過去の説教

愛と誇りの証し

愛と誇りの証し
大坪章美牧師

コリントの信徒への手紙二 8 章 16〜24 節

サムエル記17章は、ペリシテ人とイスラエルの戦いが描かれています。ペリシテ人が軍隊を召集したのはユダのソコとアゼカの間でした。一方、サウル王とイスラエル兵もここに集り、エラの谷に陣取りました。

ダビデは、ユダのベツレヘム出身の、エッサイという人の息子で、7人の兄が居たことが記されています。そして、上の3人は、サウル王に従って、この、ペリシテ人との戦いに出征していました。このような時に、ベツレヘムの自分の家で、エッサイは、息子ダビデに言ったというのです、「兄さんたちに、この、炒り麦1エファと、このパン10個を届けなさい。陣営に急いで行って、兄さんたちに渡しなさい。このチーズ10個は、千人隊の隊長に渡しなさい。兄さんたちの安否を確かめ、その、“しるし”を、貰って来なさい」と、命令しました。父親のエッサイは、「兄たちが、確かに荷物を受け取った」という“証拠”を持ち帰るよう、命じたのです。そうすれば、それが、「兄たちが、生存していること」の証し、となるからでした。エッサイは、賢明な方法で、前線に居る兄たちの生存の証しを、ダビデに、持ち帰るように、命じたのでした。

新約の時代になってからのことです。パウロの第3回伝道旅行中のこと、彼は、エフェソにおよそ3年間も滞在して、伝道に励み、エフェソの教会の基礎を築きましたが、その間に、コリントの信徒への手紙一を書きました。これが、コリント教会への二通目の手紙です。この手紙を書いた後、パウロは、コリント教会との関係が悪くなることを避けて、関係を修復するために、急遽、2度目のコリント教会への訪問を実行しました。しかし、残念なことに、この、二度目のコリント教会訪問は、惨めな結果に終わってしまうのです。

その主な理由は、コリントの信徒達が、分派争いをしている所に、パウロに批判的な、巡回教師達がやって来たからでした。そして、彼らの扇動と影響によって、パウロが使徒である事を、公然と批判する信徒まで現れるようになったのです。パウロは、そこで、コリントの教会にいたたまれず、この2度目のコリント訪問を中断して、エフェソに帰ってしまったのでした。
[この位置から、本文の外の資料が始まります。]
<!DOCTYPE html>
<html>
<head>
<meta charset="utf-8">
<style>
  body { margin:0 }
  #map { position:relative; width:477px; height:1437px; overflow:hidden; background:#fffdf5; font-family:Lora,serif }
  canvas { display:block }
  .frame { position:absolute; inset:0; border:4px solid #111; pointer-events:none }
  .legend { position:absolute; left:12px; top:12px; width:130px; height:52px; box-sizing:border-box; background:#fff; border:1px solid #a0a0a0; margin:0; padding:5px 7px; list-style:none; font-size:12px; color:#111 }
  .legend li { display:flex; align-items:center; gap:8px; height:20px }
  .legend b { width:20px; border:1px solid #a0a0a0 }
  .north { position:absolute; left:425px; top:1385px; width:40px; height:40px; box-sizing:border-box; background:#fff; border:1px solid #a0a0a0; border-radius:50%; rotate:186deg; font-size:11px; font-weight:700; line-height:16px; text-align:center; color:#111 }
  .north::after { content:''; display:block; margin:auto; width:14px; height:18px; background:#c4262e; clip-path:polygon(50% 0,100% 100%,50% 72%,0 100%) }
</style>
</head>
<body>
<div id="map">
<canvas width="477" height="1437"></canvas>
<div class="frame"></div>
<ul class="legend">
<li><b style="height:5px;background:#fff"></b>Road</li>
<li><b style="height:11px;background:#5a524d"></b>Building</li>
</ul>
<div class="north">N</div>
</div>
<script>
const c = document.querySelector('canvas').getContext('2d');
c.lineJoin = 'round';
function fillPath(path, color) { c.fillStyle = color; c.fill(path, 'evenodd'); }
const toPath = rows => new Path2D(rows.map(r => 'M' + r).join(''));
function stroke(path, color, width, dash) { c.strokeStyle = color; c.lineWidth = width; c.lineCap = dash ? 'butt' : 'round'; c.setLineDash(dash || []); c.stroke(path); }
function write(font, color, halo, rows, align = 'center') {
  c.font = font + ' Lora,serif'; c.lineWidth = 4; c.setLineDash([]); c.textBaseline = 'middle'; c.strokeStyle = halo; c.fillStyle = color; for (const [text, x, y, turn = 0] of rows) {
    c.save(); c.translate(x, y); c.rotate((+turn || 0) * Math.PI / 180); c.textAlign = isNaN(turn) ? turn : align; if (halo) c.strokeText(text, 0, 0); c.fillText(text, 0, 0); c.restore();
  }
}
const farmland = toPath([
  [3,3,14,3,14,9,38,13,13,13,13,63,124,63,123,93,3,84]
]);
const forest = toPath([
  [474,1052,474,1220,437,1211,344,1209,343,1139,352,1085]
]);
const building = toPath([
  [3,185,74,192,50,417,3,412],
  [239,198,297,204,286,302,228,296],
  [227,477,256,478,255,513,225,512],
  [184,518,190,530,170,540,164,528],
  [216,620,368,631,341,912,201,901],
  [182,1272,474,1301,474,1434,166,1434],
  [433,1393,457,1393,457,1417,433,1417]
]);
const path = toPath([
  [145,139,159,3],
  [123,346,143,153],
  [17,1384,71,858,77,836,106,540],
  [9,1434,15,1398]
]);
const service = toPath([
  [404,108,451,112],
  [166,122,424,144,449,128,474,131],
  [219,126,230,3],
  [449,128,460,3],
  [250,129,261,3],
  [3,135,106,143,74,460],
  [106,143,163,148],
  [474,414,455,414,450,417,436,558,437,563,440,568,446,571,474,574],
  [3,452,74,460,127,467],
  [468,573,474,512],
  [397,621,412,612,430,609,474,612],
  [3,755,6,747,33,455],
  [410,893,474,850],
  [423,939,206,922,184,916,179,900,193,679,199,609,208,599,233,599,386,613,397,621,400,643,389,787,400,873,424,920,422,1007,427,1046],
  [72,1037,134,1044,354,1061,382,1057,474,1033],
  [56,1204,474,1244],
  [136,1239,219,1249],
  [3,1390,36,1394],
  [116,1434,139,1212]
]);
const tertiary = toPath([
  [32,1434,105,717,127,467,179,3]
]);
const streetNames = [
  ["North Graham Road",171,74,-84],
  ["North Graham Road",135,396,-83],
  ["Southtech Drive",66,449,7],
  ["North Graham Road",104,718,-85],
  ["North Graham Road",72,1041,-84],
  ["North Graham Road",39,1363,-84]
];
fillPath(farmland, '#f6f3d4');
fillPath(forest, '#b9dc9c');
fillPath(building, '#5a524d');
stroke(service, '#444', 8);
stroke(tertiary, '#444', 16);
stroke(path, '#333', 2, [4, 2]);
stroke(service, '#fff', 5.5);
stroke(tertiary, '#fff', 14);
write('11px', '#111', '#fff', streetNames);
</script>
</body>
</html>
そして、パウロは、みたび訪問する代わりに、「涙の手紙」と呼ばれる、3通目の手紙を書いて、愛弟子テトスに持たせて、コリント教会に派遣したのです。そして、パウロ自身も程なく、紀元57年の5月頃、滞在先のエフェソを後にして、北に向かい、マケドニアに渡りました。パウロは、その時の気持ちを、7:5節以下に記しています。そこには、「マケドニア州に着いたとき、私たちの身には全く、安らぎが無く、ことごとに苦しんでいました。外には戦い、内には恐れがあったのです。しかし、気落ちした者を力づけて下さる神は、テトスの到着によって、わたしたちを慰めて下さいました」と、告白されています。神様は、奉仕する者を、苦難に会わせない、のではなく、その戦いの中で、苦しむ者に、憐れみを与えて下さるのです。

このように、パウロの「涙の手紙」に応答したコリントの人々の様子をテトスから聞き、パウロは喜びの内に四通目の手紙を書きました。それがコリント信徒への手紙二1〜9章です。8:16節以下はエルサレム教会を支援する献金の事で、コリント教会へ派遣した使いの者達をパウロが熱心に推薦している箇所です。

パウロは、「あなた方の“愛の証し”と、あなた方の事で私達が抱いている“誇りの証し”とを、諸教会の前で見せて下さい」と願っています。彼は募金活動が、「愛と誇りの証し」になる、と主張しています。具体的には、“愛”は、「コリントの人々がエルサレム教会の聖なる者達に示す“愛”」です。“誇り”とは、「パウロがコリントの人々に抱いている“誇り”の事」です。

その時よりも、一千年も前に、ベツレヘムの長老エッサイが、ペリシテ軍との最前線で戦っている息子の安否を確認するために、ダビデに「食料の受領サイン」を証しとして持ち帰るように命令しましたように、パウロは、コリントの教会の信徒たちに対して、「愛と誇りの証し」を、募金活動に協力することによって、示してほしい、と願っているのです。